Your task
Go through the data and retrieve each line that includes the string "serif".

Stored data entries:
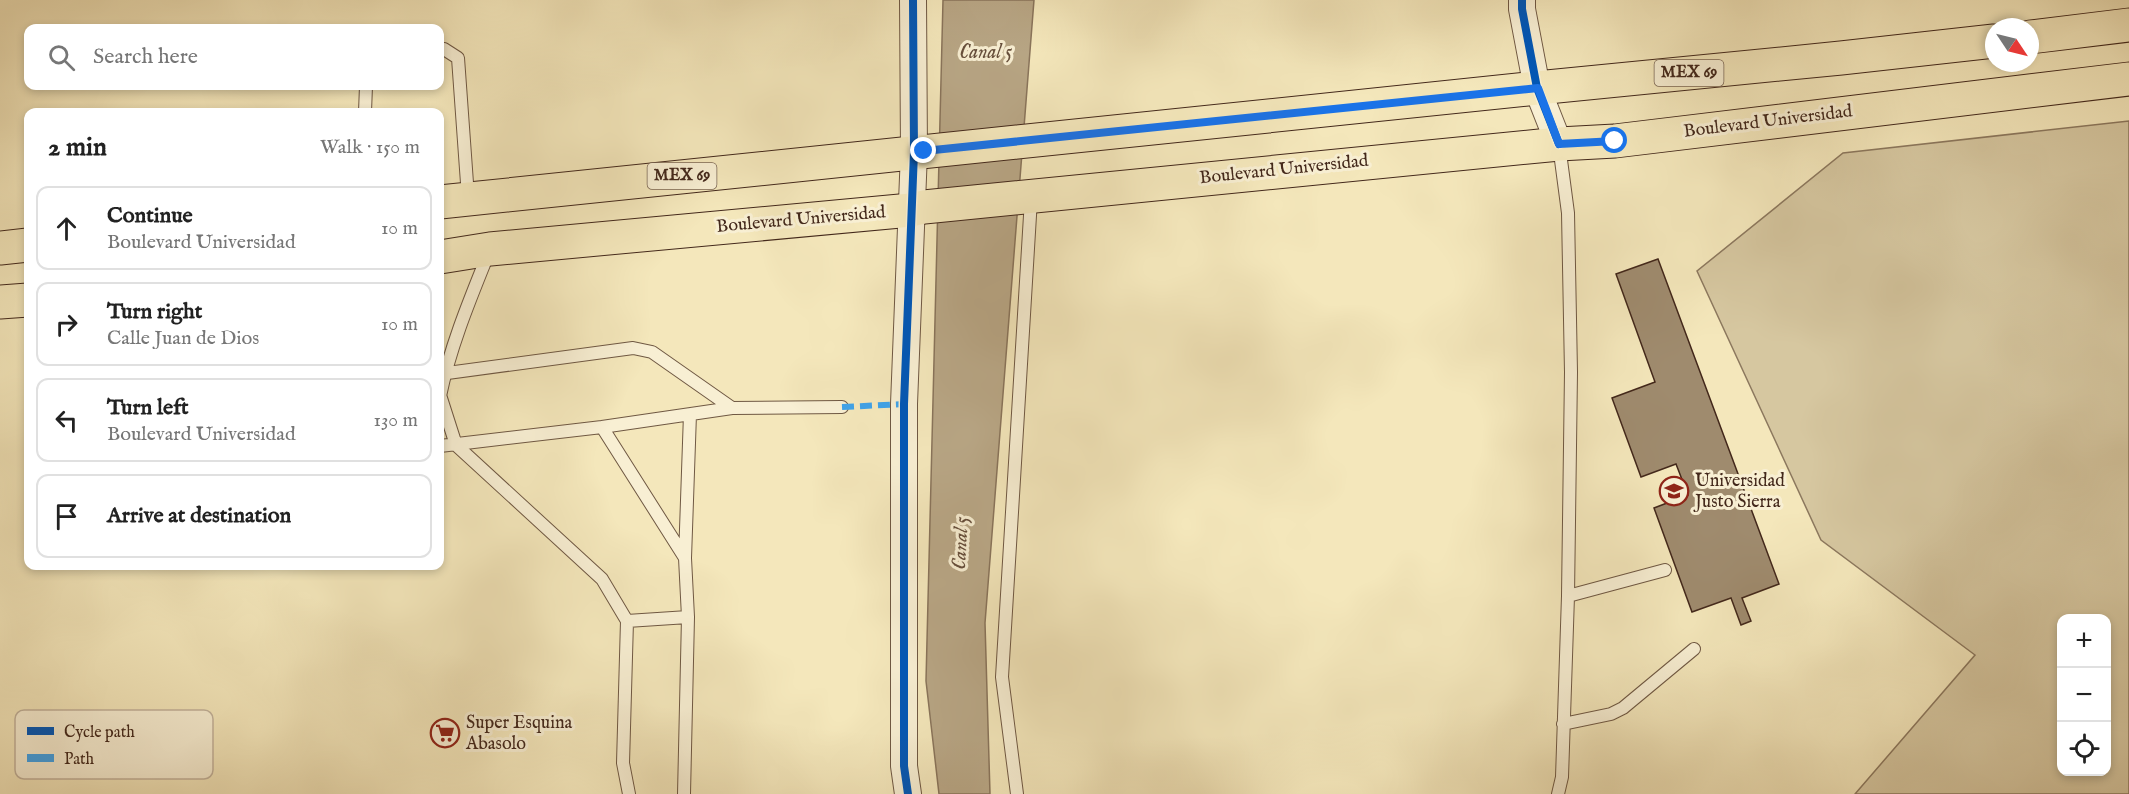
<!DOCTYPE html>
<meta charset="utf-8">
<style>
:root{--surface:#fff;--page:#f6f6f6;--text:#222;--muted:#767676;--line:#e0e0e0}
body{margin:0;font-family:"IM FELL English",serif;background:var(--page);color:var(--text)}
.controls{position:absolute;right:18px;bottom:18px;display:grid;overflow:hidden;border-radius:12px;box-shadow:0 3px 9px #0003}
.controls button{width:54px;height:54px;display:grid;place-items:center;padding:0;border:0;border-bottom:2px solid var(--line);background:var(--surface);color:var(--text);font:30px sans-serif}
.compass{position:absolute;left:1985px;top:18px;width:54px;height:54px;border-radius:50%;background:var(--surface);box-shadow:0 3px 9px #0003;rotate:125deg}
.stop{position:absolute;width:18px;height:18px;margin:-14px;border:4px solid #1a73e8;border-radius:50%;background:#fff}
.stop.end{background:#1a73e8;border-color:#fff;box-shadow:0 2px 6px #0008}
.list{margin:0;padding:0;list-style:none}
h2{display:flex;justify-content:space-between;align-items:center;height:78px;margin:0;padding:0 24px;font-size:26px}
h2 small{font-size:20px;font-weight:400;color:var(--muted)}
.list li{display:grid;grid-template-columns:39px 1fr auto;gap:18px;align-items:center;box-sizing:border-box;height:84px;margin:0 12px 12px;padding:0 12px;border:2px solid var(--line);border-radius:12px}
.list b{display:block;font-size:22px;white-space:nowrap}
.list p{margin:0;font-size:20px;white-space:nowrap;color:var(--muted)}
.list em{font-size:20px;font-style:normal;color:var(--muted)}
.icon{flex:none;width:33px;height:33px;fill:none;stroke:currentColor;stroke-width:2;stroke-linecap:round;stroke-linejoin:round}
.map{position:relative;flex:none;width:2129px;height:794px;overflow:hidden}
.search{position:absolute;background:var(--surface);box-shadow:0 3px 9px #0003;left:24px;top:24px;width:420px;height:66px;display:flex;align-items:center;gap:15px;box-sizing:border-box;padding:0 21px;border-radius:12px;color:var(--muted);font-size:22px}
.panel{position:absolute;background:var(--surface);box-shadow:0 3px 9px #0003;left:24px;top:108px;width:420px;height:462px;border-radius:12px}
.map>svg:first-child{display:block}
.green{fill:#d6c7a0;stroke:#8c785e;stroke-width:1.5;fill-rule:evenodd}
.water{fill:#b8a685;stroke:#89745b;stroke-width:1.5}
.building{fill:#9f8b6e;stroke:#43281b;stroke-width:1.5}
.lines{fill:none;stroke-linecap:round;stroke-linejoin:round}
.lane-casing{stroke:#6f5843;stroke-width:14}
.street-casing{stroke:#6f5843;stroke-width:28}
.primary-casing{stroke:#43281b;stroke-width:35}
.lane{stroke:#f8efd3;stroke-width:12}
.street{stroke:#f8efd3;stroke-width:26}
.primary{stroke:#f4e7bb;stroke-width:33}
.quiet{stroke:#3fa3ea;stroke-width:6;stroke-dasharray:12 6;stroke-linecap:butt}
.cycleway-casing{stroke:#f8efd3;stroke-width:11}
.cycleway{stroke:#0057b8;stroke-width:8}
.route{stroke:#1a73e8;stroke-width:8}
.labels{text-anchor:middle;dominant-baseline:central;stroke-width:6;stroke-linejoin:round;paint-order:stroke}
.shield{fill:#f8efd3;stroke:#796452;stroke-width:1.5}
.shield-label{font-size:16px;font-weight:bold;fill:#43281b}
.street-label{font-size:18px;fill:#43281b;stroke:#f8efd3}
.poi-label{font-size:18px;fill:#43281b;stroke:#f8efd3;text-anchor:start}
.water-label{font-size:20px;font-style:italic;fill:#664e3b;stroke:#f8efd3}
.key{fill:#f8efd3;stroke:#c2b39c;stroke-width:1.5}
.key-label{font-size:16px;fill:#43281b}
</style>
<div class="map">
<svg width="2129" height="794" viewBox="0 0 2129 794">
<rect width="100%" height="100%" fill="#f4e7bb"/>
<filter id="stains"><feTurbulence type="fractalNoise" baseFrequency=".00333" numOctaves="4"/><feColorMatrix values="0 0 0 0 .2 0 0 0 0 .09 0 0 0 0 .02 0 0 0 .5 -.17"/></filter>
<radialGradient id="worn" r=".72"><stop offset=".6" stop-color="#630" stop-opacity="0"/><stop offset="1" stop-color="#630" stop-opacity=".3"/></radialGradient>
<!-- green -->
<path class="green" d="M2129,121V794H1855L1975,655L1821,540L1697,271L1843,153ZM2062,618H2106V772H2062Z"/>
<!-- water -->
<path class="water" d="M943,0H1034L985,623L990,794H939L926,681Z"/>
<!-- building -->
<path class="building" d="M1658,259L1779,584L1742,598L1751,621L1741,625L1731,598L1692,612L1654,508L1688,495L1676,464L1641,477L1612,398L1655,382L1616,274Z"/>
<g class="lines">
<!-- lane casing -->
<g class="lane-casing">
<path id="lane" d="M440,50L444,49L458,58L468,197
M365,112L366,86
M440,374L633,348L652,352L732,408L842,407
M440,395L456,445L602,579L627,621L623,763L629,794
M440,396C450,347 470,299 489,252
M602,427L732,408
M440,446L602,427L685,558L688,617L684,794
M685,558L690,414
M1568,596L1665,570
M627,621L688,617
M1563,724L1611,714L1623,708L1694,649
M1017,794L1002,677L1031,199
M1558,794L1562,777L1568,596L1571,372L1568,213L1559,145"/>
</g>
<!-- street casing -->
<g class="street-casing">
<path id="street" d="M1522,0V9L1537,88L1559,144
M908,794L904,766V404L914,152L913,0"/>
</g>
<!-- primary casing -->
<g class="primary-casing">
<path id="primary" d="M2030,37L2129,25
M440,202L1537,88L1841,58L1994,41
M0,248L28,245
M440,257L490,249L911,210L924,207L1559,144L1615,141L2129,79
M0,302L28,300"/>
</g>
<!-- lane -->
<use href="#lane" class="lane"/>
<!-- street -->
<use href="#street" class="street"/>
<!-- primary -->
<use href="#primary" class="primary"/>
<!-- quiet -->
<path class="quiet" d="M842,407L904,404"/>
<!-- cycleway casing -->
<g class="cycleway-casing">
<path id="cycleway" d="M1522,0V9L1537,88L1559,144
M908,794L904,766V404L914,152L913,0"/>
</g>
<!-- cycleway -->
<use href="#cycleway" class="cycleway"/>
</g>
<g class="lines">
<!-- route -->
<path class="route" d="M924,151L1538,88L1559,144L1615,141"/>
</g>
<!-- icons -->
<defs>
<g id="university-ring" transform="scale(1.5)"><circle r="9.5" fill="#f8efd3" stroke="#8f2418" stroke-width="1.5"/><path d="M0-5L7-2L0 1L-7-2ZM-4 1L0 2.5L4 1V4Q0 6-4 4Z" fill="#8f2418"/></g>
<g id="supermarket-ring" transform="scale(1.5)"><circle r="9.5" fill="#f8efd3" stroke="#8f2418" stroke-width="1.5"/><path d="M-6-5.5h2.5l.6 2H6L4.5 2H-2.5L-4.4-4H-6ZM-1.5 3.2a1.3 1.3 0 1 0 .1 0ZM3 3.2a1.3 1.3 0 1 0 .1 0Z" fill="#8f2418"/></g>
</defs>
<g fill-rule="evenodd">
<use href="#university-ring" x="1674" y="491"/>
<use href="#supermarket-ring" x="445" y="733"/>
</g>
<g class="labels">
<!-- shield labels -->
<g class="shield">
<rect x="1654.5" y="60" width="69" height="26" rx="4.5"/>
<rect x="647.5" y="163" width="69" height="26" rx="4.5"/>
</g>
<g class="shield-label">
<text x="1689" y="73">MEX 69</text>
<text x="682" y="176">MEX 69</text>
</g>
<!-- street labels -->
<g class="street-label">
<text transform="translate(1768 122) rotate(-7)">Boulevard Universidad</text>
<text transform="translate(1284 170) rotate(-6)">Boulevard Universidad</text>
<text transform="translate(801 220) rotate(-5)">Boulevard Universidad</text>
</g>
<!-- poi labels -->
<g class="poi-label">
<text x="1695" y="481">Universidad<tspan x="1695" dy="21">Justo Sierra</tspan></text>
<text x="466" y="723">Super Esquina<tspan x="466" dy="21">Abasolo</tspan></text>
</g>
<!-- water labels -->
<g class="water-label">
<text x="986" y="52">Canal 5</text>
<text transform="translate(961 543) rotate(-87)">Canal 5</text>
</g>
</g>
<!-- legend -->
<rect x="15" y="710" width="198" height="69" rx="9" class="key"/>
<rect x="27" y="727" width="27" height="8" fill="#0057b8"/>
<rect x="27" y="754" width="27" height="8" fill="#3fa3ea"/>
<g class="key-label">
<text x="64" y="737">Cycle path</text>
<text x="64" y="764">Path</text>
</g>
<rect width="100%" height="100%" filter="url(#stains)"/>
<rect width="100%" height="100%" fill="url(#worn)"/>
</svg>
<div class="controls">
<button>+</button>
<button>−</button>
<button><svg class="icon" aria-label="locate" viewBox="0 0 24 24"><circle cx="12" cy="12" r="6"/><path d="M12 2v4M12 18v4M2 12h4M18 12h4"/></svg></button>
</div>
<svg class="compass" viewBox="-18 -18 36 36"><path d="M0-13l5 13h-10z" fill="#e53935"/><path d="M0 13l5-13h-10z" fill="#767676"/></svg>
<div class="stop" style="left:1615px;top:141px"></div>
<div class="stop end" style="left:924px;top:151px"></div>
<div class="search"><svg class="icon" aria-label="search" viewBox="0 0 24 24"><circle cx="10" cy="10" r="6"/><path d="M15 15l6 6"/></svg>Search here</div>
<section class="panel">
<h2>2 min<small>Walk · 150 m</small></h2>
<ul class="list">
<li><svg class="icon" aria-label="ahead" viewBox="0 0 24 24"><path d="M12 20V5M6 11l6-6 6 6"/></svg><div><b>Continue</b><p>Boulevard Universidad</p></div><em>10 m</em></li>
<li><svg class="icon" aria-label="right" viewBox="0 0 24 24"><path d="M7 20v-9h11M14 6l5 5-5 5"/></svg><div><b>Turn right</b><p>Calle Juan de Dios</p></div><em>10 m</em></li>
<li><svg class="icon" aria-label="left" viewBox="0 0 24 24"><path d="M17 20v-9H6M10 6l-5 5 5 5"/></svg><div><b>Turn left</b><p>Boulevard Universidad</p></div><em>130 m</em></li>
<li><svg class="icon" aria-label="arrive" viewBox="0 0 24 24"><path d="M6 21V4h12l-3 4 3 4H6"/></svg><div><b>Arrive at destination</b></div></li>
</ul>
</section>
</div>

Reply to the task
body{margin:0;font-family:"IM FELL English",serif;background:var(--page);color:var(--text)}
.controls button{width:54px;height:54px;display:grid;place-items:center;padding:0;border:0;border-bottom:2px solid var(--line);background:var(--surface);color:var(--text);font:30px sans-serif}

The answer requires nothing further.